Please give back, word for word, each line from the start of the entries through the one in which "For a GIS import: Convert" is found.

*** Opening of Available records ***

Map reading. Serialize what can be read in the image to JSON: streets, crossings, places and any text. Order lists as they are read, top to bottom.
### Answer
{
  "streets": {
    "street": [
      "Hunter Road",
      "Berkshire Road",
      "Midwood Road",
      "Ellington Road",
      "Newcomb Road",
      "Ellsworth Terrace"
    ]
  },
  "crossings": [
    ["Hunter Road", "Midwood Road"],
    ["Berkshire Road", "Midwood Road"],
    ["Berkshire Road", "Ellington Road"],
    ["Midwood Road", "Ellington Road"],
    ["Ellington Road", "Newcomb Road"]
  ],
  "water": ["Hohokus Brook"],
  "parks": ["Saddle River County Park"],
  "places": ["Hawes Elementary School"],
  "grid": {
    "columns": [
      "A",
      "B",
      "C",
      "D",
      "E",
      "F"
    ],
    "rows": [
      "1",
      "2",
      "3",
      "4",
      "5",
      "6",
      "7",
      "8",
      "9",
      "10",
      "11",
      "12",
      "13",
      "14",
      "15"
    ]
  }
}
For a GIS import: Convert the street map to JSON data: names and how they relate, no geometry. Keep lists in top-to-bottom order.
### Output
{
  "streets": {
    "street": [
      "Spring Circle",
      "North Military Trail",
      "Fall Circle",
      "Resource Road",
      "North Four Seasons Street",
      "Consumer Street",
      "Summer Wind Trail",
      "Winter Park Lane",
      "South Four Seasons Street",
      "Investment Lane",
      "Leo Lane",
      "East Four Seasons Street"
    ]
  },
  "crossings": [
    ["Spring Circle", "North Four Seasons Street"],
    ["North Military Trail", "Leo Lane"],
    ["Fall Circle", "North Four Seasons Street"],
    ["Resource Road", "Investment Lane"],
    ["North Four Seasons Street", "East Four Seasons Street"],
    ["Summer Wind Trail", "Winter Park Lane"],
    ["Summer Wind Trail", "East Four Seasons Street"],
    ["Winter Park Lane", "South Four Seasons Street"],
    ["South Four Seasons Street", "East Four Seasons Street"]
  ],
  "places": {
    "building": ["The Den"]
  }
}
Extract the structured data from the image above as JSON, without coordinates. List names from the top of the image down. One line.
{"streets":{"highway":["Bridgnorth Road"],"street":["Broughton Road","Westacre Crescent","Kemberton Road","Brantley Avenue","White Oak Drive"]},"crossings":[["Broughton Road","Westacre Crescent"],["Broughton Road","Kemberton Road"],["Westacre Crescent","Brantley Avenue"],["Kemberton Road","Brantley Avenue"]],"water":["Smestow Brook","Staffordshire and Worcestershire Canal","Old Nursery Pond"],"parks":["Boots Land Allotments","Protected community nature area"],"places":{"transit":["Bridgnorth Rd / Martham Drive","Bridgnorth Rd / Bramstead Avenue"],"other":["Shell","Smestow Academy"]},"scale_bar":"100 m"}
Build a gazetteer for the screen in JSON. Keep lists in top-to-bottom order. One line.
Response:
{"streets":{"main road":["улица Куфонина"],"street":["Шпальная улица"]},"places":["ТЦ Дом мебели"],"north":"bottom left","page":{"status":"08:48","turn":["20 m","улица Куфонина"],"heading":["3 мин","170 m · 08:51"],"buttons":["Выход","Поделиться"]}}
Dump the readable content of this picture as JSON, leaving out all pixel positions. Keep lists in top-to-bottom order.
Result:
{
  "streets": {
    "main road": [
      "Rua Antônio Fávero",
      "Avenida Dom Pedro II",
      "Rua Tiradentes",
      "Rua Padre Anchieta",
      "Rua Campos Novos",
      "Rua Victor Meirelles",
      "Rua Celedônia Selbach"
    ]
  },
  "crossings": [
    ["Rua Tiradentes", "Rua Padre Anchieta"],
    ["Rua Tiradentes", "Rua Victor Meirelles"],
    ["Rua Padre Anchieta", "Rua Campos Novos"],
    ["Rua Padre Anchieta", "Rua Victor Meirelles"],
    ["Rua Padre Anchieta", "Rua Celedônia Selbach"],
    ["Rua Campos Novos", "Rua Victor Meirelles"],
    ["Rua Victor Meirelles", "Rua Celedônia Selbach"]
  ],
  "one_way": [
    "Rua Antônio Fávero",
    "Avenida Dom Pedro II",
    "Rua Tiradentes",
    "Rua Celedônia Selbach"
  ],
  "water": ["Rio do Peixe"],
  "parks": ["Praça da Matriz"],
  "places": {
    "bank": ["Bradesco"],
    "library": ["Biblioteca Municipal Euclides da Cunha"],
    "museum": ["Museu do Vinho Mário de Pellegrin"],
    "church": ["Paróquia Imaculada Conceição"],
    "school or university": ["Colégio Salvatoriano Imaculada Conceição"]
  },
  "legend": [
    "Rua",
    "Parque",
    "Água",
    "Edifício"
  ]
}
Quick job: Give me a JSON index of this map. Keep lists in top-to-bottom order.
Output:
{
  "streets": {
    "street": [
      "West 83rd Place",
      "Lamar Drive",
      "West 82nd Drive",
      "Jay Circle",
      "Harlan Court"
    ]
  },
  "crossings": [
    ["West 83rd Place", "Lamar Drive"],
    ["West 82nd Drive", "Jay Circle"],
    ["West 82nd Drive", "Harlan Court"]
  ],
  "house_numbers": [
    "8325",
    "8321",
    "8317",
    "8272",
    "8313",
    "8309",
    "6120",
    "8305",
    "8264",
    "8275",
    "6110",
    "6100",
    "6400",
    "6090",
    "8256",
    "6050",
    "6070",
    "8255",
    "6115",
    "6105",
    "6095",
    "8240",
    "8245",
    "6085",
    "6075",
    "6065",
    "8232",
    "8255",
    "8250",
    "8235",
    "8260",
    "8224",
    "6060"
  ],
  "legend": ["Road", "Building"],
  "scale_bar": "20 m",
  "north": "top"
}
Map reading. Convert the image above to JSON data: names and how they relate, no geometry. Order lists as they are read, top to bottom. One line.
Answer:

*** Close of Available records ***

* _Response for this exercise_:
Map reading. Serialize what can be read in the image to JSON: streets, crossings, places and any text. Order lists as they are read, top to bottom.
### Answer
{
  "streets": {
    "street": [
      "Hunter Road",
      "Berkshire Road",
      "Midwood Road",
      "Ellington Road",
      "Newcomb Road",
      "Ellsworth Terrace"
    ]
  },
  "crossings": [
    ["Hunter Road", "Midwood Road"],
    ["Berkshire Road", "Midwood Road"],
    ["Berkshire Road", "Ellington Road"],
    ["Midwood Road", "Ellington Road"],
    ["Ellington Road", "Newcomb Road"]
  ],
  "water": ["Hohokus Brook"],
  "parks": ["Saddle River County Park"],
  "places": ["Hawes Elementary School"],
  "grid": {
    "columns": [
      "A",
      "B",
      "C",
      "D",
      "E",
      "F"
    ],
    "rows": [
      "1",
      "2",
      "3",
      "4",
      "5",
      "6",
      "7",
      "8",
      "9",
      "10",
      "11",
      "12",
      "13",
      "14",
      "15"
    ]
  }
}
For a GIS import: Convert the street map to JSON data: names and how they relate, no geometry. Keep lists in top-to-bottom order.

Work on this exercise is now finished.